Impulsionada pelo preço módico e baixo custo de manutenção, a motocicleta assumiu protagonismo no trânsito brasileiro: presença maciça nas vias em todo o País, esse veículo também ganhou participação relevante nos indicadores de sinistros, exigindo a formulação de ações educativas e abordagens que estimulem maior conscientização da população, com vistas a fortalecer o esforço de preservação da vida no trânsito. Para contribuir nessa discussão, a Associação Brasileira de Medicina do Tráfego (Abramet) mobilizou um grupo de especialistas renomados e publica o artigo inédito “A motocicleta no Brasil do século XXI”, com um panorama sobre a presença da motocicleta e indicadores de sinistros a ela associados.
“Esse artigo é uma contribuição qualificada, e inestimável, que a Abramet oferece não apenas ao médico do tráfego, mas à sociedade brasileira como um todo. Só poderemos enfrentar os graves riscos desses veículos, conhecendo em profundidade os dados”, avalia do dr. Flávio Emir Adura, diretor científico da Abramet. “A motocicleta ganhou relevância no trânsito brasileiro e precisamos estar sempre atualizados sobre esse tema.
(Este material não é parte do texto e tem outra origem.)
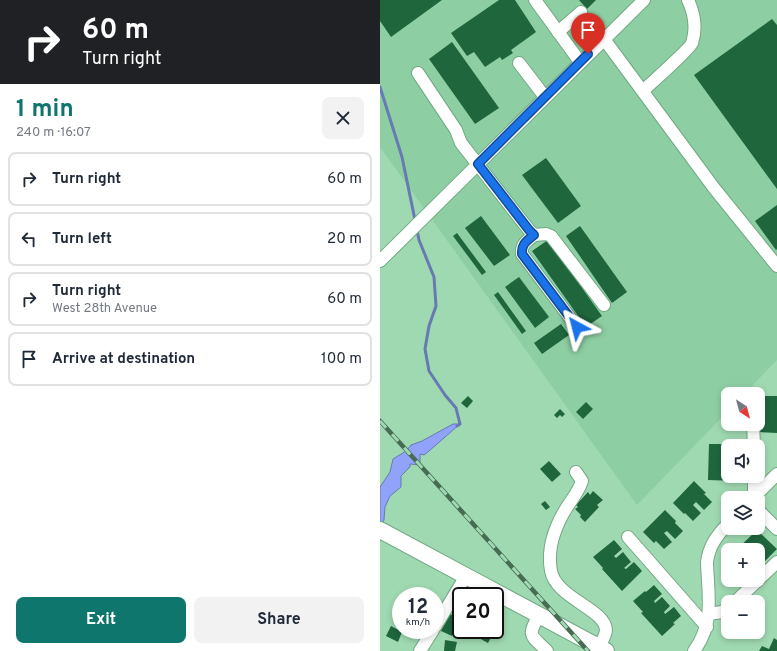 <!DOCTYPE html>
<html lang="en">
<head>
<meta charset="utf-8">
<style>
  :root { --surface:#fff; --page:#f2f2f3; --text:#1f2937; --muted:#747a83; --line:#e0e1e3; --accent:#0f766e }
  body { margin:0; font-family:Overpass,sans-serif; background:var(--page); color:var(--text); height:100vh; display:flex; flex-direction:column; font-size:15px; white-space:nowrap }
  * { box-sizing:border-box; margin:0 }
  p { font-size:13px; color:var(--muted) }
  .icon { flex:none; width:22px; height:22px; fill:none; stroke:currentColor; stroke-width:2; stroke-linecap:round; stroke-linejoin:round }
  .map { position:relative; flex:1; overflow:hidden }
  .side { display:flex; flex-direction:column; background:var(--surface); width:380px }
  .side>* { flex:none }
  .banner { background:#202124; color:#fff; overflow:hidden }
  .needle { width:26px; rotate:144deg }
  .tools { position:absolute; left:341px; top:387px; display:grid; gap:8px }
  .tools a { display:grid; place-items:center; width:44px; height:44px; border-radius:8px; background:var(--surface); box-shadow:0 2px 6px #0003; font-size:20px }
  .speed { position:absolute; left:12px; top:587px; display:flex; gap:8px; font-size:20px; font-weight:700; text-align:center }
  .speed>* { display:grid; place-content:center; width:52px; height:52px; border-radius:50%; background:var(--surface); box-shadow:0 2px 6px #0003; line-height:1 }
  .speed small { font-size:10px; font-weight:400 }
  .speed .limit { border:2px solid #111; border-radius:6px; background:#fff; color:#111 }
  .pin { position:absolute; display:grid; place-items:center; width:34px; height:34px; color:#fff; margin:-41px -17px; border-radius:50% 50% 50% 0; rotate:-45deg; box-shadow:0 0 4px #0007 }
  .pin .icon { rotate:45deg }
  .me { position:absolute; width:44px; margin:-22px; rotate:322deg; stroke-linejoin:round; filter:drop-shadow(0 0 3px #0008) }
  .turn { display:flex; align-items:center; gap:14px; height:84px; padding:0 16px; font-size:18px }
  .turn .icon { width:52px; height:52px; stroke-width:2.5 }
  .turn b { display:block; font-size:28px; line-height:34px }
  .round { display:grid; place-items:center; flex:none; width:42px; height:42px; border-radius:8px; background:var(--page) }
  .summary { display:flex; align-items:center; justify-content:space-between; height:68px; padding:0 16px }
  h1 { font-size:24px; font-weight:700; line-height:30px; color:var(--accent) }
  .button { display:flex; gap:8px; margin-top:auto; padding:8px 16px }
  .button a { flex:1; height:46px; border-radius:8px; background:var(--accent); color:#fff; font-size:16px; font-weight:700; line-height:46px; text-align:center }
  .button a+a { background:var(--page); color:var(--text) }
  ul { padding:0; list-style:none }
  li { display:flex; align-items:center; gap:12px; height:54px; margin:0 8px 6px; padding:0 8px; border:2px solid var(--line); border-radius:8px }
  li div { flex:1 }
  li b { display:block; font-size:15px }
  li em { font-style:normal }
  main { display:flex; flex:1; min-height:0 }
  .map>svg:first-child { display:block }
  .built { fill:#8ecea3 }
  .water { fill:#91a2fa; stroke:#677ab3 }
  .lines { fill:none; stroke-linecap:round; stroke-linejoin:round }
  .stream { stroke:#677ab3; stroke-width:3 }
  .building { fill:#1f663d }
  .minor-casing { stroke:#71a983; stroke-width:14 }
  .major-casing { stroke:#71a983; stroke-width:18 }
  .minor { stroke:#fff; stroke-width:12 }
  .major { stroke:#fff; stroke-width:16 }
  .rail-casing { stroke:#476c54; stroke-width:4.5 }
  .rail { stroke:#9fd9b1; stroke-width:3; stroke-dasharray:9; stroke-linecap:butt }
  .route-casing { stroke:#114b97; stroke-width:10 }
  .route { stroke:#1a73e8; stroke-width:7 }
</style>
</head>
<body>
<main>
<section class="side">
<div class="banner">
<div class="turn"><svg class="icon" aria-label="right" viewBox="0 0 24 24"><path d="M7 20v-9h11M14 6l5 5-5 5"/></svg><div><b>60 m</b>Turn right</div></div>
</div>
<div class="summary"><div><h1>1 min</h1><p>240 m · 16:07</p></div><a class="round"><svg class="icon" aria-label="close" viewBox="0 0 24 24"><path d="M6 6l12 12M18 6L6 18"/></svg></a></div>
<ul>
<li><svg class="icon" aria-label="right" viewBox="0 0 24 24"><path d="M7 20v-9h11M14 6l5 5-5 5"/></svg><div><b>Turn right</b></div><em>60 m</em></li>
<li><svg class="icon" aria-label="left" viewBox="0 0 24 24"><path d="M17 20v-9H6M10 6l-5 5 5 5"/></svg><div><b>Turn left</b></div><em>20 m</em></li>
<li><svg class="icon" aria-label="right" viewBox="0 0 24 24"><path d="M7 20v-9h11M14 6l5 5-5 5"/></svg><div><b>Turn right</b><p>West 28th Avenue</p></div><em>60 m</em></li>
<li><svg class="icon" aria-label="arrive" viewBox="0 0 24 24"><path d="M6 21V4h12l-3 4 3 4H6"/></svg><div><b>Arrive at destination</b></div><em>100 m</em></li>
</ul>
<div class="button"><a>Exit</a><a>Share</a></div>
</section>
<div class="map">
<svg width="397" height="651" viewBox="0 0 397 651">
  <rect width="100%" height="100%" fill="#9fd9b1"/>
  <path class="built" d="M0,0H397V360L364,394H348V411L257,505L0,147Z"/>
  <path class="water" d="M73,424H80L49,451L44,455L40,454V465L30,464V467L21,476V487L10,496L5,507L4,520L0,529V487L10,472L13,459L26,451L31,445L42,441Z"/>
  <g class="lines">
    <g class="stream">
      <path d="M0,87L22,157L35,220"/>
      <path d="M37,230L39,240L54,277L56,306L49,326L45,349L49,371L65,395L76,408L80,424L77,426"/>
    </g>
  </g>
  <g class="building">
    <path d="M0,0H62L11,37L0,21Z"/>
    <path d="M119,0H135L156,32L131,50L133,53L122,60L120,57L105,67L94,52L87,56L71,33Z"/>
    <path d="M199,0H216L207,9Z"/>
    <path d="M392,19L397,25V189L314,75Z"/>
    <path d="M72,42L119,108L95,124L49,59Z"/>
    <path d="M166,158L201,206L178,223L142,175Z"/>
    <path d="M397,205V249L396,250L375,221Z"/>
    <path d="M101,216L130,255L114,266L85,228Z"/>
    <path d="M200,226L247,292L232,303L186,236Z"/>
    <path d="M77,233L106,272L102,275L73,236Z"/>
    <path d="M168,240L222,316L206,327L152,251Z"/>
    <path d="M139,277L169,317L155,328L125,287Z"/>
    <path d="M118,292L146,331L142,334L114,295Z"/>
    <path d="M181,324L189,335L162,354L154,343Z"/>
    <path d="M88,396L93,401L87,408L81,403Z"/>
    <path d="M379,396H397V433L378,432Z"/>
    <path d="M206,402L213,409L203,419L196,412Z"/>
    <path d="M180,409L185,414L182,417L180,415L177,418L174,415Z"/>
    <path d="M329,444H357V446H348V476H357V481L328,480Z"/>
    <path d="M169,461L181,474L172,482L160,469Z"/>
    <path d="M314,481L326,493L324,494L332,502L324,510L316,502L313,505L321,513L313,521L305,513L304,514L293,503Z"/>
    <path d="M213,491L223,500L217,505L219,507L205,522L200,517L201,515L195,509L198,507L196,505L208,492L210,495Z"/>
    <path d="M165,501L170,507L166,510L161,504Z"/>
    <path d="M285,510L296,521L295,523L303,531L295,539L287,531L284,533L292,542L284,549L276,541L274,543L263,532Z"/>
    <path d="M377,530L397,549L378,568V550H356Z"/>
    <path d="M234,540L242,549L234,556L236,558L243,552L251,562L244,568L246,569L254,562L262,571L242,591L222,569L223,568L213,557Z"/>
    <path d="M274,585L282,594L274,601L275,603L282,597L290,606L284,612L285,614L294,607L301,616L293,623L295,624L282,636L261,613L263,612L253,601L265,591L266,592Z"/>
    <path d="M70,614L80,619L72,636L61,631Z"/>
    <path d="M11,626L22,632L18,642L6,636Z"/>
    <path d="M100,630H115L108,643L97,637Z"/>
    <path d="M394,638L397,640V651H379L382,646L389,649Z"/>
    <path d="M65,640L77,642L75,651H64Z"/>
  </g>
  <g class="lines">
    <defs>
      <g id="minor">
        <path d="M155,0L200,62"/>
        <path d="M178,32L201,12"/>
        <path d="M224,39L334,188L397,266"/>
        <path d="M139,63L165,97"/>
        <path d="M38,73L76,130L81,143L149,230L154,235L166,234L171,236L224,305"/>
        <path d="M263,91C271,83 310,49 312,43C317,28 314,13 308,0"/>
        <path d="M154,235C147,241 141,244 142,254L197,327"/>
        <path d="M0,261L264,0"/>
        <path d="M373,424L374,446"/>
        <path d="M196,472L202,481C199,491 192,499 187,507C175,526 167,549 171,571C176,598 225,609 226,630C226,635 221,643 219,647"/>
        <path d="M374,476V497"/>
        <path d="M373,498L397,474"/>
        <path d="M378,510L397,529"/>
        <path d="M248,537L327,627"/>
        <path d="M355,602L397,562"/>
        <path d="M329,614L342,612L348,608"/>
        <path d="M159,615C147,637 150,634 167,651"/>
        <path d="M55,627L86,576"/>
        <path d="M40,651L53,630"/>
        <path d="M314,651C335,622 328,596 327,562C329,546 337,535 348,524"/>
      </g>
      <path id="major" d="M0,530L226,651"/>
    </defs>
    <use href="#minor" class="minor-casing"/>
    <use href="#major" class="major-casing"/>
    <use href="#minor" class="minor"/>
    <use href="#major" class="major"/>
    <defs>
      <path id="rail" d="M0,421L208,651"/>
    </defs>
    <use href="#rail" class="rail-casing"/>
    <use href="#rail" class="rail"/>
  </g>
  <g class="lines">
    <defs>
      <path id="route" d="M197,327L142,254C141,244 147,241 154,235L149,230L98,164L208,54"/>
    </defs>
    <use href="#route" class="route-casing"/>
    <use href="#route" class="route"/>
  </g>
</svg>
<div class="tools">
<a><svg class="needle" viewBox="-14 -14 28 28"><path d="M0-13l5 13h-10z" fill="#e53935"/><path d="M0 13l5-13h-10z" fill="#747a83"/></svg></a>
<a><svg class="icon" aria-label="sound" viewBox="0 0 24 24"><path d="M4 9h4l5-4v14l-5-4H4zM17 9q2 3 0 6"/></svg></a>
<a><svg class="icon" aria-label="layers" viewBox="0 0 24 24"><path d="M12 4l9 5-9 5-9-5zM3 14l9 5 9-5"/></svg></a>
<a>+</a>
<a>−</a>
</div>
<div class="speed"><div>12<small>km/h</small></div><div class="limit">20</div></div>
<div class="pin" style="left:208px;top:54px;background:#d93025"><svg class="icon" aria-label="arrive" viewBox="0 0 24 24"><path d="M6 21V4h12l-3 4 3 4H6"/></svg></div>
<svg class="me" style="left:197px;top:327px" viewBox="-20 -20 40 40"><path d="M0-17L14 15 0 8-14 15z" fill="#1a73e8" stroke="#fff" stroke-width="4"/></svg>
</div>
</main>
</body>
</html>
É esse o papel abraçado pela Abramet desde a sua fundação, há 40 anos”.
Dados oficiais indicam que o número de motociclistas cresceu 54,3% entre 2009 e 2019 no Brasil: 33.024.249 milhões de brasileiros estão habilitados na categoria A, ou combinando as categorias AB, AC, AD e AE, o equivalente a 44,7% do total de portadores de Carteira Nacional de Habilitação (CNH). Essa expansão alcança também a presença de motocicletas nas vias brasileiras: a frota de motocicletas quase dobrou nesse período, saindo de 15 milhões de unidades em 2009 para mais de 28 milhões dez anos depois.
Assinado pelos pesquisadores doutores Maria Helena P. de Mello Jorge, Áquilla dos Anjos Couto e Pedro Manoel dos Santos; o documento analisa a morbimortalidade de ocupantes de motocicleta, pedestres e ciclistas atropelados por este tipo de veículo no Brasil, de 2000 a 2019. O artigo também busca iluminar o panorama desse tema em cada unidade da federação. Para a análise, os especialistas avaliaram toda a categoria motocicleta, que inclui não apenas a moto, como também as motonetas, os triciclos e quadriciclos motorizados, entre outros. Tais veículos carregam semelhança nos riscos de sinistros a que seus usuários estão expostos.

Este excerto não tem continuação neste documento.